The snd_tcp_congestion cubic
and rcv_tcp_congestion cubic
variables show the congestion control algorithm used.
Bitrate
shows the throughput achieved. In this example, the the t4g.xlarge
AWS instance saturates its 5 Gbps bandwidth available.
Instance network size
You can also microbenchmark the UDP
protocol using the -u
flag with iPerf3. Unlike TCP, UDP does not guarantee packet delivery which means some packets might be lost in transit.
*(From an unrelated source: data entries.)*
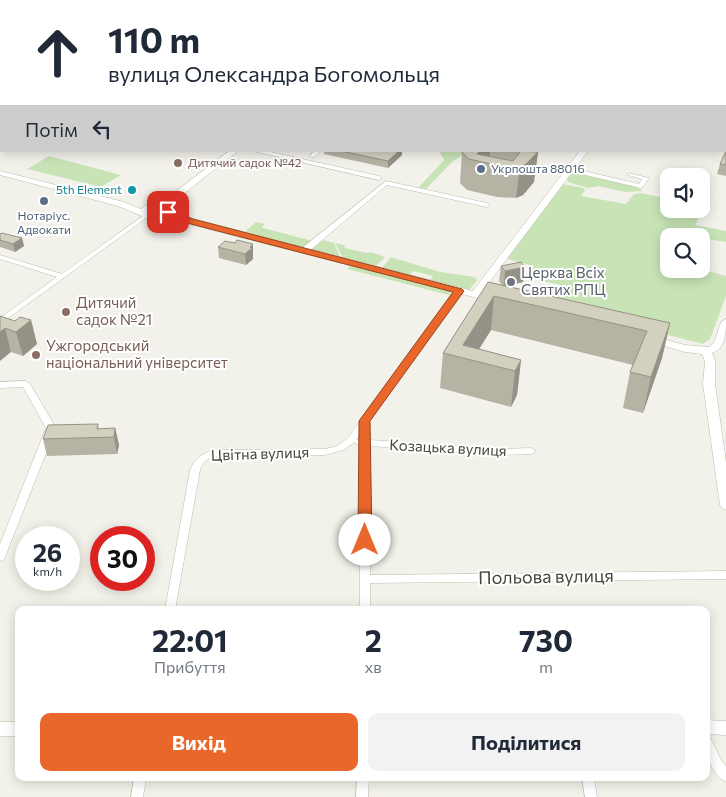 <!DOCTYPE html>
<html lang="uk">
<head>
<meta charset="utf-8">
<style>
  body { margin:0; font-family:Commissioner,sans-serif; background:#f2f2f3; color:#1f2937; height:100vh; display:flex; flex-direction:column; font-size:19px; white-space:nowrap }
  * { box-sizing:border-box; margin:0 }
  p { font-size:16px; color:#747a83 }
  .icon { flex:none; width:28px; height:28px; fill:none; stroke:currentColor; stroke-width:2; stroke-linecap:round; stroke-linejoin:round }
  .map { position:relative; flex:1; overflow:hidden }
  .details { position:absolute; left:15px; top:606px; width:695px; height:175px; display:flex; flex-direction:column; background:#fff; border-radius:10px; box-shadow:0 2px 12px #0003 }
  .details>* { flex:none }
  .top-card { position:absolute; left:0px; top:0px; width:726px; height:152px; box-shadow:0 2px 12px #0003; background:#fff; color:#1f2937; overflow:hidden }
  .controls { position:absolute; left:660px; top:168px; display:grid; gap:10px }
  .controls a { display:grid; place-items:center; width:50px; height:50px; border-radius:10px; background:#fff; box-shadow:0 2px 12px #0003; font-size:25px }
  .speed { position:absolute; left:15px; top:526px; display:flex; gap:10px; font-size:25px; font-weight:700; text-align:center }
  .speed>* { display:grid; place-content:center; width:65px; height:65px; border-radius:50%; background:#fff; box-shadow:0 2px 12px #0003; line-height:1 }
  .speed small { font-size:12px; font-weight:400 }
  .speed .limit { border:8px solid #d22; background:#fff; color:#111 }
  .pin { position:absolute; display:grid; place-items:center; width:42px; height:42px; color:#fff; margin:-21px; border-radius:10px; box-shadow:0 2px 8px #0006 }
  .me { position:absolute; width:55px; margin:-28px; rotate:0deg; stroke-linejoin:round; filter:drop-shadow(0 0 4px #0008) }
  .turn { display:flex; align-items:center; gap:18px; height:105px; padding:0 25px; font-size:22px }
  .turn .icon { width:65px; height:65px; stroke-width:2.5 }
  .turn b { display:block; font-size:35px; line-height:42px }
  .then { display:flex; align-items:center; height:48px; padding:0 25px; background:#0003; gap:10px; font-size:19px }
  .eta { display:flex; justify-content:space-evenly; align-items:center; height:85px; text-align:center }
  .eta b { font-size:30px; font-weight:700; line-height:35px }
  .button { display:flex; gap:10px; margin-top:auto; padding:10px 25px }
  .button a { flex:1; height:58px; border-radius:10px; background:#e9672b; color:#fff; font-size:20px; font-weight:700; line-height:58px; text-align:center }
  .button a+a { background:#f2f2f3; color:#1f2937 }
  .map>svg:first-child { display:block }
</style>
</head>
<body>
<div class="map">
<svg width="726" height="797" viewBox="0 0 726 797">
  <rect width="100%" height="100%" fill="#f3f2ea"/>
  <!-- green -->
  <g fill="#c8e4b6">
    <path d="M 439,151 L 493,151 L 489,154 L 467,154 L 461,156 L 452,162 L 426,189 L 419,187 L 444,160 Z"/>
    <path d="M 49,156 L 121,175 L 101,187 L 27,169 Z"/>
    <path d="M 573,172 L 636,187 L 643,191 L 625,192 L 598,186 L 588,188 L 568,182 L 567,178 Z"/>
    <path d="M 563,184 L 583,188 L 585,190 L 581,196 L 626,204 L 634,194 L 641,193 L 669,199 L 669,209 L 701,209 L 701,205 L 705,206 L 695,225 L 726,231 L 726,242 L 701,238 L 701,236 L 669,236 L 669,269 L 700,269 L 726,276 L 726,296 L 710,339 L 703,344 L 551,305 L 560,285 L 526,277 L 534,266 L 507,259 Z"/>
    <path d="M 256,222 L 265,224 L 262,227 L 263,228 L 313,241 L 302,248 L 245,232 Z"/>
    <path d="M 323,240 L 334,243 L 340,257 L 311,250 Z"/>
    <path d="M 335,243 L 344,245 L 345,248 L 367,253 L 371,252 L 385,257 L 376,266 L 343,258 Z"/>
    <path d="M 391,257 L 440,272 L 475,277 L 477,280 L 469,290 L 431,280 L 433,276 L 413,271 L 410,275 L 382,268 Z"/>
    <path d="M 351,265 L 452,291 L 449,295 L 347,269 Z"/>
  </g>
  <g fill="none" stroke-linecap="round" stroke-linejoin="round">
    <!-- minor casing -->
    <g stroke="#bebbad" stroke-width="1">
      <g id="minor">
        <rect x="725" y="52" width="1" height="4"/>
        <path d="M 253,151 L 266,151 L 379,176 L 382,178 L 379,180 Z"/>
        <path d="M 314,151 L 321,151 L 315,157 L 311,157 L 310,156 Z"/>
        <path d="M 571,168 L 639,184 L 642,179 L 628,175 L 628,173 L 649,178 L 643,187 L 641,188 L 569,171 L 569,169 Z"/>
        <path d="M 386,181 L 487,203 L 490,205 L 487,207 L 387,185 L 308,252 L 302,252 L 302,248 Z"/>
        <path d="M 147,213 L 149,214 L 149,216 L 0,324 L 0,318 L 57,277 L 0,259 L 0,255 L 62,274 Z"/>
        <path d="M 456,289 L 462,289 L 463,291 L 369,421 L 370,440 L 498,449 L 531,448 L 536,451 L 531,454 L 498,455 L 370,446 L 370,575 L 726,571 L 726,579 L 370,583 L 370,610 L 360,610 L 360,445 L 356,444 L 355,442 L 343,450 L 325,455 L 220,456 C 209,457 204,460 200,470 L 175,610 L 165,610 L 190,470 C 196,456 205,451 220,450 L 325,449 L 337,446 L 348,438 ZM 360,434 L 360,439 L 356,440 Z"/>
        <path d="M 26,381 L 30,384 L 56,428 L 5,557 L 4,560 L 0,561 L 0,544 L 46,428 L 23,387 L 0,388 L 0,382 Z"/>
        <path d="M 706,736 L 710,737 L 721,760 L 726,766 L 726,782 C 717,778 710,765 707,756 C 705,750 706,742 706,736 Z"/>
        <path d="M 134,778 L 146,778 L 143,797 L 131,797 Z"/>
        <path d="M 357,778 L 369,778 L 368,797 L 356,797 Z"/>
        <path d="M 582,778 L 594,778 L 597,797 L 585,797 Z"/>
      </g>
    </g>
    <!-- tertiary casing -->
    <g stroke="#bebbad" stroke-width="1">
      <g id="tertiary">
        <path d="M 459,0 L 476,0 L 477,1 L 460,1 Z"/>
        <rect x="725" y="31" width="1" height="4"/>
        <path d="M 229,151 L 238,151 L 177,199 L 169,212 L 164,215 L 193,219 L 473,291 L 580,151 L 588,151 L 481,293 L 496,297 L 498,299 L 496,301 L 493,302 L 193,225 L 144,217 L 118,206 L 0,175 L 0,171 L 124,202 L 141,209 C 147,203 156,203 164,205 L 171,195 ZM 153,209 L 160,210 L 156,212 L 148,212 Z"/>
        <path d="M 726,319 C 726,333 726,348 712,353 L 715,361 L 715,384 L 726,462 L 726,510 L 722,508 L 720,505 L 703,384 L 705,361 L 702,354 L 685,352 L 647,341 L 646,339 L 651,336 L 685,345 L 709,347 L 714,343 L 721,322 Z"/>
        <path d="M 706,720 L 726,721 L 726,735 L 706,734 Z"/>
        <rect x="0" y="722" width="19" height="14"/>
      </g>
    </g>
    <!-- minor -->
    <use href="#minor" fill="#fff" fill-rule="evenodd"/>
    <!-- tertiary -->
    <use href="#tertiary" fill="#fff" fill-rule="evenodd"/>
  </g>
  <!-- wall -->
  <g fill="#b6b3a5">
    <path d="M 324,151 L 402,151 L 402,155 L 388,168 L 324,154 Z"/>
    <path d="M 490,151 L 538,151 L 534,182 L 523,195 L 516,198 L 497,197 L 467,190 L 460,183 L 462,152 Z"/>
    <path d="M 726,151 L 726,176 L 717,174 L 720,164 Z"/>
    <path d="M 0,234 L 22,238 L 24,246 L 15,252 L 0,247 Z"/>
    <path d="M 218,247 L 253,256 L 253,259 L 246,265 L 219,258 Z"/>
    <path d="M 501,266 L 523,282 L 507,286 L 670,323 L 662,358 L 643,413 L 623,408 L 630,372 L 633,365 L 491,330 L 479,349 L 521,360 L 517,395 L 511,407 L 440,388 L 443,353 L 502,285 L 499,281 Z"/>
    <path d="M 0,316 L 15,321 L 31,320 L 37,344 L 23,356 L 11,352 Z"/>
    <path d="M 98,424 L 99,429 L 115,428 L 119,445 L 117,454 L 47,456 L 43,439 Z"/>
  </g>
  <!-- shaded-wall -->
  <g fill="#949286">
    <path d="M 399,151 L 402,151 L 402,155 L 388,168 L 388,161 Z"/>
    <path d="M 480,151 L 490,151 L 489,163 L 477,154 Z"/>
    <path d="M 538,152 L 534,182 L 523,195 L 516,198 L 520,167 Z"/>
    <path d="M 22,238 L 24,246 L 15,252 L 13,244 Z"/>
    <path d="M 253,244 L 253,259 L 246,265 L 245,254 L 250,247 Z"/>
    <path d="M 525,267 L 523,282 L 504,286 L 505,271 Z"/>
    <path d="M 494,296 L 491,330 L 472,360 L 463,345 Z"/>
    <path d="M 31,320 L 37,344 L 23,356 L 16,332 Z"/>
    <path d="M 670,323 L 662,358 L 643,413 L 651,377 Z"/>
    <path d="M 5,328 L 11,352 L 0,361 L 0,332 Z"/>
    <path d="M 521,360 L 517,395 L 511,407 L 515,371 Z"/>
    <path d="M 115,428 L 119,445 L 117,454 L 114,437 Z"/>
  </g>
  <!-- building -->
  <g fill="#d4d0c0" stroke="#949286">
    <path d="M 341,151 L 399,151 L 388,161 Z"/>
    <path d="M 463,151 L 480,151 L 477,154 L 513,161 L 521,151 L 538,152 L 526,164 L 520,167 L 500,166 L 469,159 L 462,152 Z"/>
    <path d="M 726,151 L 726,165 L 720,164 Z"/>
    <path d="M 2,233 L 22,238 L 13,244 L 0,240 L 0,234 Z"/>
    <path d="M 237,240 L 253,244 L 250,247 L 252,248 L 245,254 L 218,247 L 225,241 L 235,243 Z"/>
    <path d="M 521,262 L 525,267 L 505,271 L 501,266 Z"/>
    <path d="M 488,282 L 670,323 L 651,377 L 630,372 L 647,331 L 494,296 L 463,345 L 521,360 L 515,371 L 443,353 Z"/>
    <path d="M 0,316 L 15,321 L 20,317 L 31,320 L 16,332 L 5,328 L 0,332 Z"/>
    <path d="M 98,424 L 97,429 L 115,428 L 114,437 L 43,439 L 48,425 Z"/>
  </g>
  <!-- route -->
  <path fill="#e9672b" stroke="#97431c" d="M 168,209 L 193,219 L 462,289 L 464,291 L 370,421 L 372,540 L 370,544 L 360,544 L 358,540 L 359,421 L 453,292 L 187,223 L 165,214 L 165,210 Z"/>
  <!-- markers -->
  <g fill="#8d6e63" stroke="#fff" stroke-width="2">
    <circle cx="178" cy="163" r="5"/>
    <circle cx="66" cy="312" r="5"/>
    <circle cx="36" cy="355" r="5"/>
  </g>
  <g fill="#5c6f8a" stroke="#fff" stroke-width="2">
    <circle cx="481" cy="169" r="5"/>
    <circle cx="44" cy="201" r="5"/>
  </g>
  <circle fill="#0f9aa8" stroke="#fff" stroke-width="2" cx="132" cy="190" r="5"/>
  <circle fill="#6b7280" stroke="#fff" stroke-width="2" cx="511" cy="282" r="5"/>
  <g text-anchor="middle" stroke-width="4" stroke-linejoin="round" paint-order="stroke">
    <!-- far-education labels -->
    <g font-size="12" fill="#785e54" stroke="#fff" text-anchor="start">
      <text x="188" y="167">Дитячий садок №42</text>
    </g>
    <!-- far-service labels -->
    <g font-size="12" fill="#4e5e75" stroke="#fff" text-anchor="start">
      <text x="491" y="173">Укрпошта 88016</text>
      <text x="44" y="220" text-anchor="middle">Нотаріус.<tspan x="44" dy="14">Адвокати</tspan></text>
    </g>
    <!-- far-culture labels -->
    <g font-size="12" fill="#0d838f" stroke="#fff" text-anchor="end">
      <text x="122" y="194">5th Element</text>
    </g>
    <!-- worship labels -->
    <g font-size="15" fill="#5b616d" stroke="#fff" text-anchor="start">
      <text x="521" y="278">Церква Всіх<tspan x="521" dy="17">Святих РПЦ</tspan></text>
    </g>
    <!-- education labels -->
    <g font-size="15" fill="#785e54" stroke="#fff" text-anchor="start">
      <text x="76" y="308">Дитячий<tspan x="76" dy="17">садок №21</tspan></text>
      <text x="46" y="351">Ужгородський<tspan x="46" dy="17">національний університет</tspan></text>
    </g>
    <!-- street labels -->
    <g font-size="15" fill="#474438" stroke="#fff">
      <text transform="translate(448 448) rotate(3)" y="5">Козацька вулиця</text>
      <text transform="translate(260 454) rotate(-2)" y="5">Цвітна вулиця</text>
    </g>
    <!-- near-street labels -->
    <g font-size="18" fill="#474438" stroke="#fff">
      <text transform="translate(546 577) rotate(-1)" y="6">Польова вулиця</text>
    </g>
  </g>
</svg>
<div class="controls">
<a><svg class="icon" aria-label="sound" viewBox="0 0 24 24"><path d="M4 9h4l5-4v14l-5-4H4zM17 9q2 3 0 6"/></svg></a>
<a><svg class="icon" aria-label="search" viewBox="0 0 24 24"><circle cx="10" cy="10" r="6"/><path d="M15 15l6 6"/></svg></a>
</div>
<div class="speed"><div>26<small>km/h</small></div><div class="limit">30</div></div>
<div class="pin" style="left:168px;top:212px;background:#d93025"><svg class="icon" aria-label="arrive" viewBox="0 0 24 24"><path d="M6 21V4h12l-3 4 3 4H6"/></svg></div>
<svg class="me" style="left:365px;top:540px" viewBox="-20 -20 40 40"><circle r="19" fill="#fff"/><path d="M0-13L10 11 0 6-10 11z" fill="#e9672b"/></svg>
<div class="top-card">
<div class="turn"><svg class="icon" aria-label="ahead" viewBox="0 0 24 24"><path d="M12 20V5M6 11l6-6 6 6"/></svg><div><b>110 m</b>вулиця Олександра Богомольця</div></div>
<div class="then">Потім<svg class="icon" aria-label="left" viewBox="0 0 24 24"><path d="M17 20v-9H6M10 6l-5 5 5 5"/></svg></div>
</div>
<section class="details">
<div class="eta">
<div><b>22:01</b><p>Прибуття</p></div>
<div><b>2</b><p>хв</p></div>
<div><b>730</b><p>m</p></div>
</div>
<div class="button"><a>Вихід</a><a>Поділитися</a></div>
</section>
</div>
</body>
</html>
To evaluate UDP performance, focus on the server-side statistics, particularly:
Packet loss percentage
Jitter (variation in packet arrival time)
These metrics help assess reliability and responsiveness under real-time conditions.
UDP is commonly used in latency-sensitive applications such as:
Online gaming
Voice over IP (VoIP)
Video conferencing and streaming
Because it avoids the overhead of retransmission and ordering, UDP is ideal for scenarios where timely delivery matters more than perfect accuracy.
Run the following command from the client to send two parallel UDP streams with the -P 2
option:
iperf3 -c SERVER -v -u -P 2
Look at the server output and you can see that none (0%) of packets were lost for the short test:
[ ID] Interval Transfer Bitrate Jitter Lost/Total Datagrams
[ 5] 0.00-10.00 sec 1.25 MBytes 1.05 Mbits/sec 0.016 ms 0/147 (0%) receiver
[ 6] 0.00-10.00 sec 1.25 MBytes 1.05 Mbits/sec 0.014 ms 0/147 (0%) receiver
[SUM] 0.00-10.00 sec 2.51 MBytes 2.10 Mbits/sec 0.015 ms 0/294 (0%) receiver
Additionally on the client side, the two streams saturated two of the four cores in the system:
CPU Utilization: local/sender 200.3% (200.3%u/0.0%s), remote/receiver 0.2% (0.0%u/0.2%s)
This demonstrates that UDP throughput is CPU-bound when pushing multiple streams.